On his second drink later that evening, Vijay found himself thinking of the woman and felt restless. The mellow, quiet feeling of the past had vanished. Had it been a mistake to talk to her? He knew that he could not follow her around silently as he used to. He had crossed an invisible line and now he must get to know her better. He decided that he would do so. He was aware that she must be at least twenty, perhaps twenty-five years younger than him, and he could be snubbed badly, but life was too short not to take cha
nces. The thought of taking chances excited him.
Vijay ran into her again three days later. He was not sure if she recognized him. He took the liberty of greeting her and asked, ‘So, how did you like Durrell?’
She gave him a broad smile and replied, ‘Hi there! Enjoyed it hugely—both of us. Thanks for suggesting it.’
‘You live around here?’ he asked. ‘I see you almost every other evening.’
‘Not far. I like to do my shopping here. I can get everything I want, and it is so cheerful. And you?’
‘I live in the block of flats across the road. A poky little flat crammed with books. I have no other hobbies. I’m a boring man. I’ll be honoured if you’ll drop by some evening for a cup of chai or whatever.’
‘Thanks, but not today,’ she replied brusquely. ‘I may take you up on your invitation some other time. Nice meeting you.’ She extended her hand to bid him farewell. It was the first time he touched her. He liked the feel of her soft, warm hand. He wanted to hold it for longer but she did not encourage him. Pulling her hand out of his discreetly, she said, ‘See you. I must get things before the shops close.’ And she disappeared in the crowd of shoppers.
Another surprise awaited Vijay in his pursuit of his newfound passion. One afternoon he was loitering in the Masjid Nursery looking at plants for sale. There were three such nurseries close to his apartment. Although he bought nothing as he had not enough space in his flat for plants, he liked looking at them, finding out their names and prices. Masjid Nursery, so named because it was next to a mosque, had the largest display of flowers and cacti. While he was going around the nursery, he spotted the woman come to the mosque. She came on foot, there was no sign of her car. She took her sandals off at the entrance and went in. Vijay had assumed that she was Hindu; what was she doing in a mosque?
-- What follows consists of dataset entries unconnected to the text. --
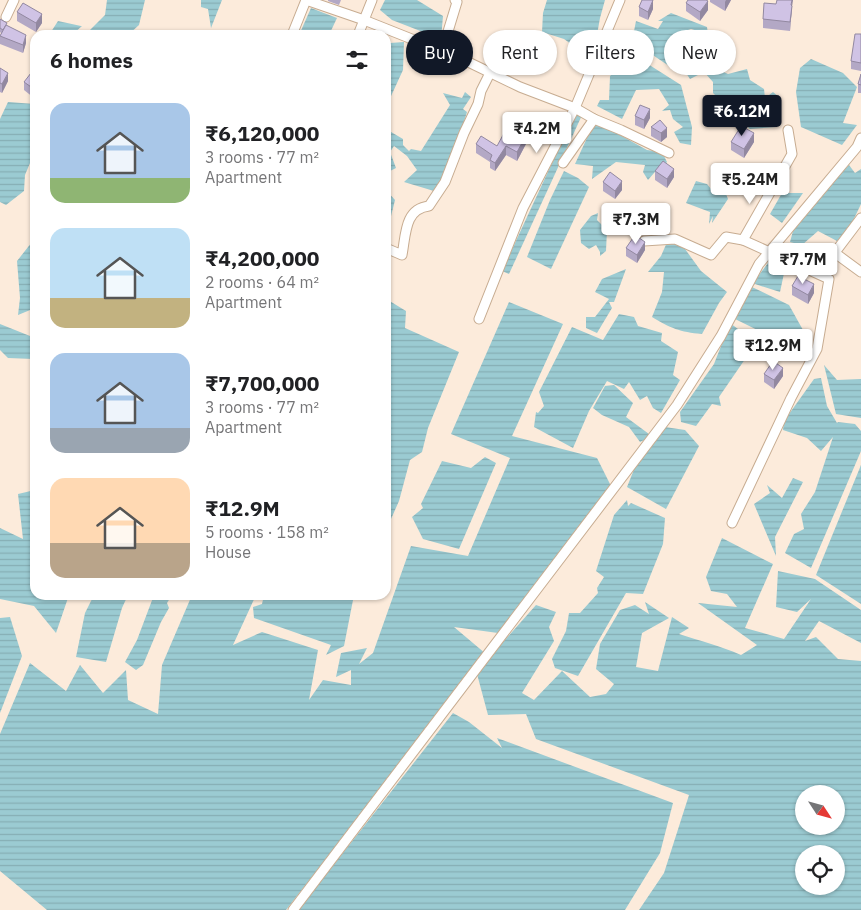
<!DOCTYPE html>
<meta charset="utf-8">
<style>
:root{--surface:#fff;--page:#f2f2f2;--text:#202124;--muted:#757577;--accent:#111827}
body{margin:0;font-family:"IBM Plex Sans",sans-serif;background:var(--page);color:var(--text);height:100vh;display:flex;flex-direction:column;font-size:19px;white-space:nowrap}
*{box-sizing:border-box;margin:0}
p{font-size:16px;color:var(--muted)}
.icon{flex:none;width:28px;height:28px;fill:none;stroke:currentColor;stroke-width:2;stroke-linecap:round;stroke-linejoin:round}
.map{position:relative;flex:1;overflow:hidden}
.drawer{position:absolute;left:30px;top:30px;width:361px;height:570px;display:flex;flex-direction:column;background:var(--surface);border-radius:15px;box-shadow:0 1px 4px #0004}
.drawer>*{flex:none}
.guide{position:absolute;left:406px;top:30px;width:379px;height:45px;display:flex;gap:10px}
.needle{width:32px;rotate:126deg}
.tools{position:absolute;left:795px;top:785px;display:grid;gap:10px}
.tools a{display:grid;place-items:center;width:50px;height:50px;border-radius:50%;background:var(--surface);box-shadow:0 1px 4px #0004;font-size:25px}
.price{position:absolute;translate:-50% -42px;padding:0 11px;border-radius:5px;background:#fff;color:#222;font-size:16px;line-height:32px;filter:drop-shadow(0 1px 2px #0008)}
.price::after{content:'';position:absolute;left:50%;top:30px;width:15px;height:11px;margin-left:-8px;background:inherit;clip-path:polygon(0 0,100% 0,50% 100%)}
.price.selected{background:var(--accent);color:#fff}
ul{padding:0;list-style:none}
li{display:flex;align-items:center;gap:15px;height:125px;padding:0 20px}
li span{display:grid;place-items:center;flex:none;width:140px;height:100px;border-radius:15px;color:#555}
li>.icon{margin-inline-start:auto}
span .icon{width:60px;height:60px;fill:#fffc;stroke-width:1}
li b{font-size:21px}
h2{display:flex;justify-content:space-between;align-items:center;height:60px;padding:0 20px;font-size:21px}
.pill{padding:0 18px;border-radius:22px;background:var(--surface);box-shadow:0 1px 4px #0004;font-size:18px;line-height:45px}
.pill.selected{background:var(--accent);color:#fff}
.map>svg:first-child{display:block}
.water{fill:url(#water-rules);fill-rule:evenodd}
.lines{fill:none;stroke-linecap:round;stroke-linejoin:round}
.minor-casing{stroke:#c7ac91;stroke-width:11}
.minor{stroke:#fff;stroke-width:9}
.wall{fill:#b3a8c5}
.shaded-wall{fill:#9288a0}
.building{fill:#d0c3e5;stroke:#9288a0}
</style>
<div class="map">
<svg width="861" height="910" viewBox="0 0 861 910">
<defs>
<pattern id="water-rules" width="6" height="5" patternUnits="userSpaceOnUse" patternTransform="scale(1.25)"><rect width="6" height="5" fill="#9bcbd2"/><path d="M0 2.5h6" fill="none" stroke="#86aeb4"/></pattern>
</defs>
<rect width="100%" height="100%" fill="#fcebdb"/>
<g class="water">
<polygon points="107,0 145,0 139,25 128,35 88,35 89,31 105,15"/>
<polygon points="201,0 222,0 211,28 208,9 201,7"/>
<polygon points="385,0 417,0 443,16 441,39 392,20 380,10"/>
<polygon points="547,0 605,0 600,18 595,46 588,56 564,39 542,32 543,13"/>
<polygon points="311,8 337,18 329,35 299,35"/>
<polygon points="671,13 707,27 708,34 691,29 676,34 673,40 684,54 728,74 747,69 750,80 764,89 765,98 773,92 780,98 776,127 750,129 713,93 713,82 704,72 690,79 682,67 669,66 632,41 636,21 658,29 663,21 658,21"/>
<polygon points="58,21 81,26 82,26 72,35 49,35"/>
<polygon points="386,42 390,43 404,42 403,70 386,107"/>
<polygon points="632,54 681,85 692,127 691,145 680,143 674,132 683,127 673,119 670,110 662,111 669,105 659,89 636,90 622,119 597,106 600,100 609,100 610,76 622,65 621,57"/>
<polygon points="811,59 843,73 857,87 843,123 857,125 842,145 801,127 796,92 800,68"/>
<polygon points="465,92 471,97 463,109 467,112 445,182 434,191 404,182 417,170 407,156 394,146 390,152 396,168 386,173 386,129 403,139 403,145 409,151 411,149 421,151 450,105 443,93 462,98"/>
<polygon points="8,102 35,104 35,151 25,175 24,191 6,205 0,202 0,119"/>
<polygon points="577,109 583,113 509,274 502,271"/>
<polygon points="600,124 647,150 662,152 667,162 664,166 660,166 648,180 643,172 645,165 616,162 592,179 593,166 575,164 592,127"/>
<polygon points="849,165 855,173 861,169 861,204 851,225 837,241 818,231 802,245 790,242 796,220"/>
<polygon points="564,171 578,178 589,187 551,269 527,257 550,200"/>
<polygon points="696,181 707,184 715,194 726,194 728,199 712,223 713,216 709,224 710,212 686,203"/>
<polygon points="386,190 395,200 391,216 386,216"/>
<polygon points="782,193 803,193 782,223 770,214"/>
<polygon points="598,213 597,220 607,230 606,251 600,256 600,252 596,245 589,249 581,243 580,230 591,216"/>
<path d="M 668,240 L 685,249 L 701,271 L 727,292 L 719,303 L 702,334 C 680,332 670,328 652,317 L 662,292 L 664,272 L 648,272 L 661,256 Z"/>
<polygon points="32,242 35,249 35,283 33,285 35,285 35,308 18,315 20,298 17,261"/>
<polygon points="768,257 786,264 780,292 755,284 750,287 768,263"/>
<polygon points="626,269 614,302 609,302 612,308 597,333 586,328 586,317 595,317 609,299 595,292 602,279"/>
<polygon points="752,287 789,305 803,330 791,341 778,340 735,319"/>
<polygon points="386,300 388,300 406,311 405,328 459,352 428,428 422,452 410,460 399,501 391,519 386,516"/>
<polygon points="509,302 563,324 512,436 597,458 611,486 513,618 498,633 454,627 486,654 286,910 47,910 0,871 0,734 30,663 66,691 80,665 103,693 126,670 128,700 158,714 162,665 192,595 256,595 233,645 262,632 318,650 309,700 323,680 351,685 351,670 336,677 341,653 367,648 359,664 373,653 411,546 468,556 510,458 451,434"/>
<polygon points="619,314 634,317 638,326 662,333 661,341 678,352 673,375 680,380 661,413 653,408 647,396 640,400 629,382 624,389 607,381 589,411 573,448 534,427 536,412 538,413 544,406 539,392 572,327 603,340"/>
<polygon points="730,323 766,350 752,349 719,397 721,406 712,404 696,426 681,422 680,412 714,364"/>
<polygon points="0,324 35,338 35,359 8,358 0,350"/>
<polygon points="824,365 837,380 861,379 861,418 836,414"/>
<polygon points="821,378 827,406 837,423 838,422 855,424 861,431 861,451 811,568 785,553 794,534 804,529 801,514 815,492 833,437 821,451 807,438 783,430 784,421 814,379"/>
<polygon points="614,385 633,403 626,417 649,434 648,438 640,442 629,427 602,415 593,408 605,386"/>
<polygon points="665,427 685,430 699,446 666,509 627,487 635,467"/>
<polygon points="485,457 496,463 459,549 423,539 412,517 423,508 421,504 442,461 471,468"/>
<polygon points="861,465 861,604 816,575"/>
<polygon points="793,478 803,482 775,537 776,556 754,504 770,493 767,485 782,498"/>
<polygon points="35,490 35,541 33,543 35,544 35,595 69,595 56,633 34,606 0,599 0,528 23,539 18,494"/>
<polygon points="627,500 628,506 631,503 665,518 663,544 643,594 626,593 578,676 555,668 552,659 566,631 569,613 580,613 598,593 597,588 604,577 596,571 614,515"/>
<path d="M 722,538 L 773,564 L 745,628 L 784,639 L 811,599 L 797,612 L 776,607 L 778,571 L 815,579 L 861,610 L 861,643 L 819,621 L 805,641 L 816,637 L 838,659 L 861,661 L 861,910 L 639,910 L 664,873 L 689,795 L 536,739 L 526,714 L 488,715 L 477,674 L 488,659 L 536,605 L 556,612 L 549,627 L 554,641 L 522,693 L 534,700 L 562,671 L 590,697 L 606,694 L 614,684 L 596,669 L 600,644 L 620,610 L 635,605 L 649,614 L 645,602 L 669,618 L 642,633 L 636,667 L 658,671 L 672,617 L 689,628 L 679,634 C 700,641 721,646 741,655 L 757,645 L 698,603 L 737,607 L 727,594 L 711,591 L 706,577 ZM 804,794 L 836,794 L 836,826 L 804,826 ZM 804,854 L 836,854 L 836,886 L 804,886 Z"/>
<polygon points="94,595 128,595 122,608 106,662 76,657 85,613"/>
<polygon points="154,595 172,595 167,603 169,608 161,622 143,665 136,670 125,662 137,640"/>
<polygon points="264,595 354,595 344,646 326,655 331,645 254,618 253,607 262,604"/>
<polygon points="10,617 22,656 0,713 0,618"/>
<polygon points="453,713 469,722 502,748 497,738 673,803 660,853 625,910 298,910"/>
</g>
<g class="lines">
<defs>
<g id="minor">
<polyline points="306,0 364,20 462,59 520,87 575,108 594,119 621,130 669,153"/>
<polyline points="6,17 14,0"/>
<polyline points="292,35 306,0"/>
<polyline points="358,35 372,0"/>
<polyline points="442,51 457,2 455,0"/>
<polyline points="563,163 594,119"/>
<polyline points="644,241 675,239 711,255 726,237 743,240"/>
<path d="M 388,249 L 402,255 C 406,235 404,209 429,206 L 445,182 L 464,133 L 478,104 L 481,91 L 490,73"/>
<polyline points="835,253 861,272"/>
<polyline points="827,263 861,218"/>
<polyline points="479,319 523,208 575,108 620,0"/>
<polyline points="732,523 791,398 817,349 829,279 743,240 792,154 788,130"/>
<polyline points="293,910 677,405 721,336 759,264 857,147 861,138"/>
</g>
</defs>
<use href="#minor" class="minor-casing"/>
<use href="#minor" class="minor"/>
</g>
<g class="wall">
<polygon points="328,0 341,0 339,5 328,1"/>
<polygon points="710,0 731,0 725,11 710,2"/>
<polygon points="686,3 708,10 700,21 686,11"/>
<polygon points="639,7 653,9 648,20 639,16"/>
<polygon points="792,7 790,31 763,28 763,19"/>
<polygon points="17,12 42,23 36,32 17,21"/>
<polygon points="0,19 26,43 23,53 0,44 0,36 1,33 0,32"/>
<polygon points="861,34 861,71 851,69 851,61"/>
<polygon points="0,68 8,81 2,93 0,92"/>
<polygon points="861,74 861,93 858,93 858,84"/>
<polygon points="35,77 34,98 24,90 24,82"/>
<polygon points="635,116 650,118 644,129 635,125"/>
<polygon points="651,127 667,137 661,142 651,136"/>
<polygon points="527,142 517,161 506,155 495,171 490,168 490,162 476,153 476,144 497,146"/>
<polygon points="731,142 754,142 744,158 731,150"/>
<polygon points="655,171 674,177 667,188 655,180"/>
<polygon points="603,182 622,190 615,199 603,191"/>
<polygon points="626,248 645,250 637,263 626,256"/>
<polygon points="792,286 814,293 808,304 792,295"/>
<polygon points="764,374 783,376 774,389 764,382"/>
</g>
<g class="shaded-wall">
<polygon points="653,0 653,9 648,20 648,12"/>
<polygon points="726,0 731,0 725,11 725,2"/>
<polygon points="792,0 793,0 792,7 790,31 791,5"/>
<polygon points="708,1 708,10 700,21 700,12"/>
<polygon points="42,14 42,23 36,32 36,23"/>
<polygon points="26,35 26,43 23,53 23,45"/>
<polygon points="8,73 8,81 2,93 2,84"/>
<polygon points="650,109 650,118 644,129 644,120"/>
<polygon points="667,128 667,137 661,142 661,133"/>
<polygon points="754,133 754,142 744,158 744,149"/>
<polygon points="527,134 527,142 517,161 517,152"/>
<polygon points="506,146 506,155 495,171 495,163"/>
<polygon points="674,169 674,177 667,188 667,179"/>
<polygon points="622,181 622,190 615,199 615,191"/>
<polygon points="645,242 645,250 637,263 637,255"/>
<polygon points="814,284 814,293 808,304 808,295"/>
<polygon points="783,368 783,376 774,389 774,380"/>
</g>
<g class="building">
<polygon points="642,0 653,0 648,12 639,7"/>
<polygon points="688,0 706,0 708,1 700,12 686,3"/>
<polygon points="777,0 792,0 791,5 792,6 790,22 763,19 764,3 776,4"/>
<polygon points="23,3 42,14 36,23 17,12"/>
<polygon points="0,19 7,23 3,30 0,28"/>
<polygon points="6,25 26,35 23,45 0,36"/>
<polygon points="855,34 861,34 861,63 851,61"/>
<polygon points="0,68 8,73 2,84 0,83"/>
<polygon points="31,73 35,77 35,88 34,89 24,82"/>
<polygon points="861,74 861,85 858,84"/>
<polygon points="640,105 650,109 644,120 635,116"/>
<polygon points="660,120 667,128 661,133 651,127"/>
<polygon points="509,124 527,134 517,152 506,146 495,163 490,160 492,155 476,144 481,136 497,146"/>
<polygon points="741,126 754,133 744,149 731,142"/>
<polygon points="663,161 674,169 667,179 655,171"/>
<polygon points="610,172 622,181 615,191 603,182"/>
<polygon points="635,235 645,242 637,255 626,248"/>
<polygon points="798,276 814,284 808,295 792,286"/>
<polygon points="773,361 783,368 774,380 764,374"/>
</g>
</svg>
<div class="tools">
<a><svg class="needle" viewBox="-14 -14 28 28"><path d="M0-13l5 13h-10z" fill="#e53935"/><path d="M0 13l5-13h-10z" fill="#757577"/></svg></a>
<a><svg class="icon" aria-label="locate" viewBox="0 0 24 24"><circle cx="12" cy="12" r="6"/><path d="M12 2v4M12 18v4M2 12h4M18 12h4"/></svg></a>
</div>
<b class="price selected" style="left:742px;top:137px">₹6.12M</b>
<b class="price" style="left:537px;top:154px">₹4.2M</b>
<b class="price" style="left:750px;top:205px">₹5.24M</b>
<b class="price" style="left:636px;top:245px">₹7.3M</b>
<b class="price" style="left:803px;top:285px">₹7.7M</b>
<b class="price" style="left:773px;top:371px">₹12.9M</b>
<div class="guide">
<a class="pill selected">Buy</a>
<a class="pill">Rent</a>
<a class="pill">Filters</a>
<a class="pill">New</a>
</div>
<section class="drawer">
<h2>6 homes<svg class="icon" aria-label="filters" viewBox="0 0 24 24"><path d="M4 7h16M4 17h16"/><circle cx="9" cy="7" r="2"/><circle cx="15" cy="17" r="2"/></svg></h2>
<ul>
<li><span style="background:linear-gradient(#a9c7e8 75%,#8fb573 0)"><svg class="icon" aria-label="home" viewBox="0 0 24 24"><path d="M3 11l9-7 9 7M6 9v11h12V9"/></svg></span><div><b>₹6,120,000</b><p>3 rooms · 77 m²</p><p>Apartment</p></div></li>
<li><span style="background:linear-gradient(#bfe0f5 70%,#c2b280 0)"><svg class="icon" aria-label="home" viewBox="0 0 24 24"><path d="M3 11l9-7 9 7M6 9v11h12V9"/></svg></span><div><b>₹4,200,000</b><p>2 rooms · 64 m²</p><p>Apartment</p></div></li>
<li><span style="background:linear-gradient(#a9c7e8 75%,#9aa5b1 0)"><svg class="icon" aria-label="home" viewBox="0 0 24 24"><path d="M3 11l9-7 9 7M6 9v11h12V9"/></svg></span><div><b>₹7,700,000</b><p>3 rooms · 77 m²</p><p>Apartment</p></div></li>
<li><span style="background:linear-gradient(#ffd9b3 65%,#b9a48a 0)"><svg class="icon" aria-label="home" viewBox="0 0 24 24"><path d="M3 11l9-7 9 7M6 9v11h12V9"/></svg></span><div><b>₹12.9M</b><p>5 rooms · 158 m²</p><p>House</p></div></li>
</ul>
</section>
</div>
Perhaps he was wrong. But then, Muslim women did not come to pray in mosques. Perhaps her son was at the madrasa reading the Quran and she had come to pick him up. Vijay hung around in the nursery for over half an hour. He heard the call for the Maghrib prayer. Men trooped in, taking their shoes inside with them, and fifteen minutes later, streamed out. It began to turn dark. Vijay could not hold his curiosity much longer. He went up to the entrance of the mosque. Only the lady’s bright red sandals lay close to the threshold. He peered in. There was a lone man sitting close to the pulpit, reciting from the Quran. To his right was another small door. Possibly she had entered from the main door and left by the side door, forgetting about her sandals. Vijay paused for a few moments, then picked up the sandals and brought them home.